Stored items
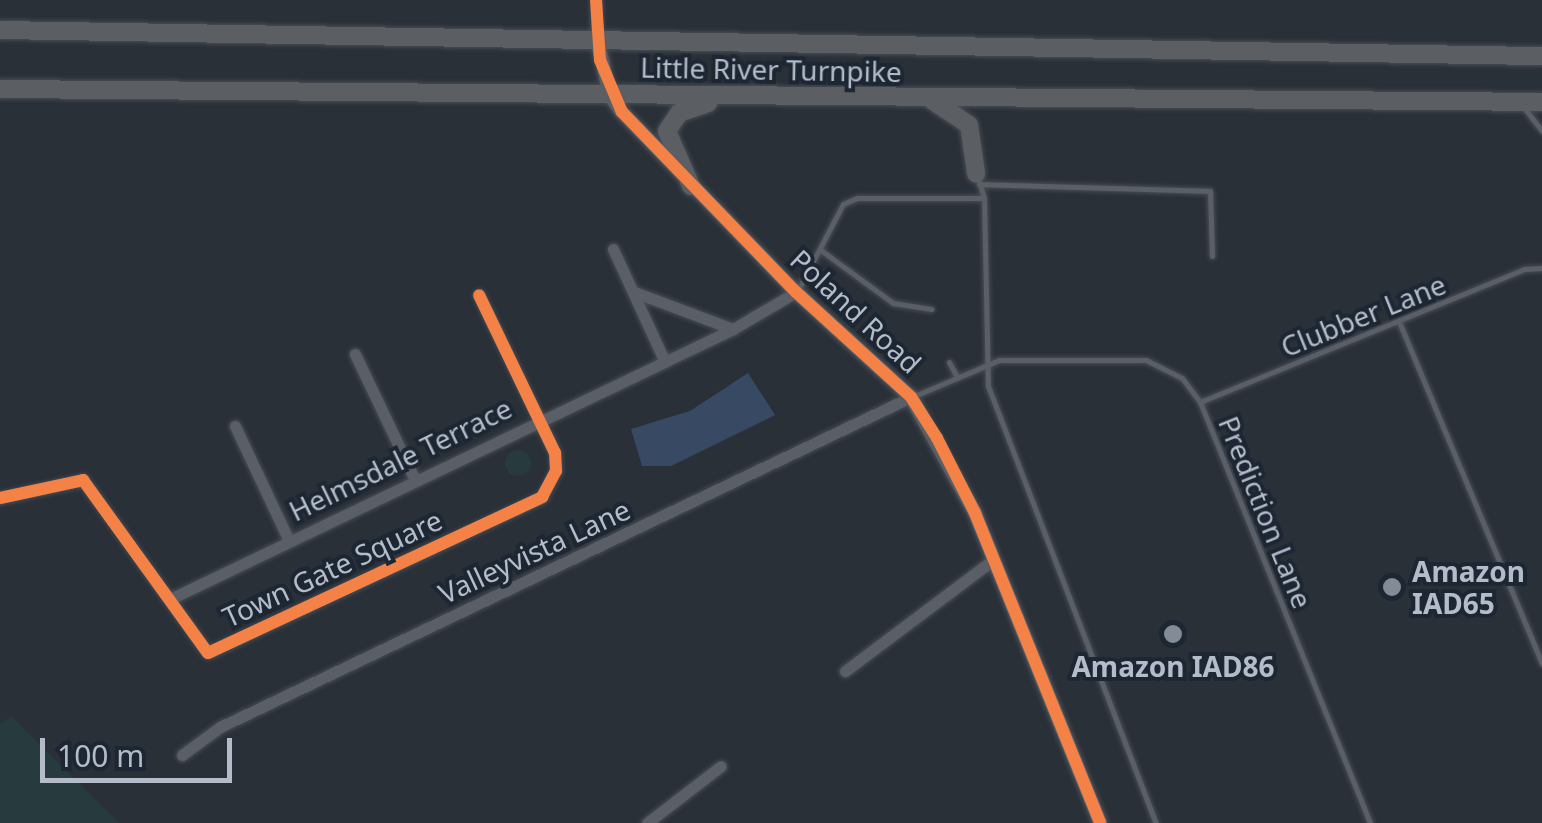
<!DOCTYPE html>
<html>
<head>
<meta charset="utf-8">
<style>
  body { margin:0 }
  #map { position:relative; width:1542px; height:823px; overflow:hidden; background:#2a3038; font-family:"Noto Sans",sans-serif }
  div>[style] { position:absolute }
  .green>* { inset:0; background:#273a3e }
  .round { border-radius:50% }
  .water>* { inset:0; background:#384963 }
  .roads { filter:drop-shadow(0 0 2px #484c53) drop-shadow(0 0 2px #484c53) }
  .service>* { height:5px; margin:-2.5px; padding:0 2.5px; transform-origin:2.5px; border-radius:2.5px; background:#5a5e66 }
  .minor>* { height:11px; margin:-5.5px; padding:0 5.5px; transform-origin:5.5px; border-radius:5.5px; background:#5a5e66 }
  .tertiary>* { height:14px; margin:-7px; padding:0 7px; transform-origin:7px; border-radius:7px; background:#5a5e66 }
  .trunk>* { height:18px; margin:-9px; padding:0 9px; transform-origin:9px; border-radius:9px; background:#5b5f64 }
  .cycleway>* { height:12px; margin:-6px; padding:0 6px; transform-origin:6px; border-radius:6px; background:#f48246 }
  .dots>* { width:28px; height:28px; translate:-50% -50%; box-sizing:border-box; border:5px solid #1d2633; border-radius:50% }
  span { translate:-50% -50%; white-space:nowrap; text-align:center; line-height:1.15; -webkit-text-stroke:8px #1d2633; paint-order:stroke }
  .street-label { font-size:28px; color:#b4bcc9 }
  .poi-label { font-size:28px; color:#b4bcc9; font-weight:700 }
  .left { translate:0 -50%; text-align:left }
  .scale { position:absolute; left:40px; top:738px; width:192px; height:45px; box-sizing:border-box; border:5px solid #b4bcc9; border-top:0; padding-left:12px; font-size:30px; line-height:35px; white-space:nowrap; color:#b4bcc9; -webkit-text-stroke:8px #1d2633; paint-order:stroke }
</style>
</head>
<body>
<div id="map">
  <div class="green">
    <i class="round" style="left:505px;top:450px;width:26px;height:26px"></i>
    <i style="clip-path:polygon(11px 716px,119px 823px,0 823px,0 724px)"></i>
  </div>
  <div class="water">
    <i style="clip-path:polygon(748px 373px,775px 415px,671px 466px,642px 466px,631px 429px,690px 411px)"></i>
  </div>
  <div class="roads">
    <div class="service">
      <i style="left:1525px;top:109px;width:28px;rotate:52deg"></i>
      <i style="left:977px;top:175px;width:24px;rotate:73deg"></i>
      <i style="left:984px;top:198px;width:188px;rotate:88.8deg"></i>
      <i style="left:988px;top:386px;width:468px;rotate:69deg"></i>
      <i style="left:979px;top:184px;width:231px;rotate:1.7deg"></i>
      <i style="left:1210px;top:191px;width:65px;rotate:88.2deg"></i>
      <i style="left:822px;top:251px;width:88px;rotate:36.2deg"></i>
      <i style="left:893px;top:303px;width:39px;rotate:9deg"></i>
      <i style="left:798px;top:290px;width:97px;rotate:-62.4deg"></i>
      <i style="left:843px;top:204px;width:15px;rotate:-23deg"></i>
      <i style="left:857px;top:198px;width:126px"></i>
      <i style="left:1400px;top:324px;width:368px;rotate:67.3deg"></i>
      <i style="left:949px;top:362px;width:17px;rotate:62deg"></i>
      <i style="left:912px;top:397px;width:95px;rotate:-23deg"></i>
      <i style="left:999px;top:360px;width:147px"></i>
      <i style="left:1146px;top:360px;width:40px;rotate:26.6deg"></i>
      <i style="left:1182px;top:378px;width:30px;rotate:53deg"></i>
      <i style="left:1200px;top:402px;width:454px;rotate:68deg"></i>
      <i style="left:1200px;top:402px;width:350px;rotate:-22.3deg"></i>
      <i style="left:1524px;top:269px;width:18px;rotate:-3deg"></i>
    </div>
    <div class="minor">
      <i style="left:596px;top:0;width:39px;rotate:89deg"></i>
      <i style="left:613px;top:249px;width:124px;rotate:65.3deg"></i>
      <i style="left:634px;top:292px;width:106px;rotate:20.5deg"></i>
      <i style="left:355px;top:354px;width:140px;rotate:64.5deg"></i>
      <i style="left:235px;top:426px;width:127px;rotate:64.8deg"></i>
      <i style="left:0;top:498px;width:85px;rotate:-12.2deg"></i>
      <i style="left:83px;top:480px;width:213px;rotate:54.2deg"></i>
      <i style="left:208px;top:653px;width:369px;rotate:-25deg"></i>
      <i style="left:542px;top:497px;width:30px;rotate:-62deg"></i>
      <i style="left:556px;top:471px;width:18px;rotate:-93deg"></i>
      <i style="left:555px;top:453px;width:175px;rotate:-115.7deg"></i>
      <i style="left:170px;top:599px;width:624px;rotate:-25.62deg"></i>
      <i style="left:733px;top:329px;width:73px;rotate:-30.4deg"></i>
      <i style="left:845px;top:671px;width:186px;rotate:-36.9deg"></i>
      <i style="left:182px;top:755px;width:47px;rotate:-36.4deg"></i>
      <i style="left:220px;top:727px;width:766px;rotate:-25.53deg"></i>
      <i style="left:647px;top:823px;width:93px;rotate:-37.6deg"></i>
    </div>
    <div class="tertiary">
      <i style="left:597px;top:39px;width:57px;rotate:76.9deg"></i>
      <i style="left:610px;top:95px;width:21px;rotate:55deg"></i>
      <i style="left:622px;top:112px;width:250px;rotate:46deg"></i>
      <i style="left:796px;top:292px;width:156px;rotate:42.4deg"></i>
      <i style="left:911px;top:397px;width:132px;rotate:61.1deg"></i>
      <i style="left:975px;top:513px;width:334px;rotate:68deg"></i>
    </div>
    <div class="trunk">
      <i style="left:0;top:30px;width:1542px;rotate:0.97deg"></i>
      <i style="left:0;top:89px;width:1542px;rotate:0.48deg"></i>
      <i style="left:933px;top:101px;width:43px;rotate:33.7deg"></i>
      <i style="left:969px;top:125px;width:49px;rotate:81.7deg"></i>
      <i style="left:691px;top:186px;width:60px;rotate:-113.6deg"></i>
      <i style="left:667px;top:131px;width:22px;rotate:-56deg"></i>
      <i style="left:679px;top:113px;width:31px;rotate:-19deg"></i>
    </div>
  </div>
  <div class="cycleway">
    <i style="left:596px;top:0;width:60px;rotate:86.2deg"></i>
    <i style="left:600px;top:60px;width:56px;rotate:67.1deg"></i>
    <i style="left:622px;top:112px;width:250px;rotate:46deg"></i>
    <i style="left:796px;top:292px;width:156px;rotate:42.4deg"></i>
    <i style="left:911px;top:397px;width:49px;rotate:57.6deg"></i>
    <i style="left:937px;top:438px;width:84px;rotate:63.1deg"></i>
    <i style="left:975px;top:513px;width:334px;rotate:68deg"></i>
    <i style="left:0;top:498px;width:85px;rotate:-12.2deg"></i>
    <i style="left:83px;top:480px;width:213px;rotate:54.2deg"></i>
    <i style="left:208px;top:653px;width:369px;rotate:-25deg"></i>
    <i style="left:542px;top:497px;width:30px;rotate:-62deg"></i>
    <i style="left:556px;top:471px;width:18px;rotate:-93deg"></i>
    <i style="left:555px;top:453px;width:175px;rotate:-115.7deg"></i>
  </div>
  <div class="dots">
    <i style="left:1392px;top:587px;background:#848b96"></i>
    <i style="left:1173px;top:634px;background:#848b96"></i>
  </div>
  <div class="street-label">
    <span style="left:771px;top:69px;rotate:1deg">Little River Turnpike</span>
    <span style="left:856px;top:311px;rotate:43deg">Poland Road</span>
    <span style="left:1363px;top:315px;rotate:-22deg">Clubber Lane</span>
    <span style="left:400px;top:459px;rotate:-26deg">Helmsdale Terrace</span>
    <span style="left:1266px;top:512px;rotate:68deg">Prediction Lane</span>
    <span style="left:534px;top:551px;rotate:-25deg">Valleyvista Lane</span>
    <span style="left:332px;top:568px;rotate:-25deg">Town Gate Square</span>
  </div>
  <div class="poi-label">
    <span class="left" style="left:1412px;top:587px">Amazon<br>IAD65</span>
    <span style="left:1173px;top:666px">Amazon IAD86</span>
  </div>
  <div class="scale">100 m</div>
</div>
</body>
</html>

EXERCISE
Reproduce verbatim the lines above, from the line with "height:5px; margin:-2.5px; padding:0" through the line with "font-size:28px; color:#b4bcc9; font-weight:700".

ANSWER TO THIS PROBLEM
  .service>* { height:5px; margin:-2.5px; padding:0 2.5px; transform-origin:2.5px; border-radius:2.5px; background:#5a5e66 }
  .minor>* { height:11px; margin:-5.5px; padding:0 5.5px; transform-origin:5.5px; border-radius:5.5px; background:#5a5e66 }
  .tertiary>* { height:14px; margin:-7px; padding:0 7px; transform-origin:7px; border-radius:7px; background:#5a5e66 }
  .trunk>* { height:18px; margin:-9px; padding:0 9px; transform-origin:9px; border-radius:9px; background:#5b5f64 }
  .cycleway>* { height:12px; margin:-6px; padding:0 6px; transform-origin:6px; border-radius:6px; background:#f48246 }
  .dots>* { width:28px; height:28px; translate:-50% -50%; box-sizing:border-box; border:5px solid #1d2633; border-radius:50% }
  span { translate:-50% -50%; white-space:nowrap; text-align:center; line-height:1.15; -webkit-text-stroke:8px #1d2633; paint-order:stroke }
  .street-label { font-size:28px; color:#b4bcc9 }
  .poi-label { font-size:28px; color:#b4bcc9; font-weight:700 }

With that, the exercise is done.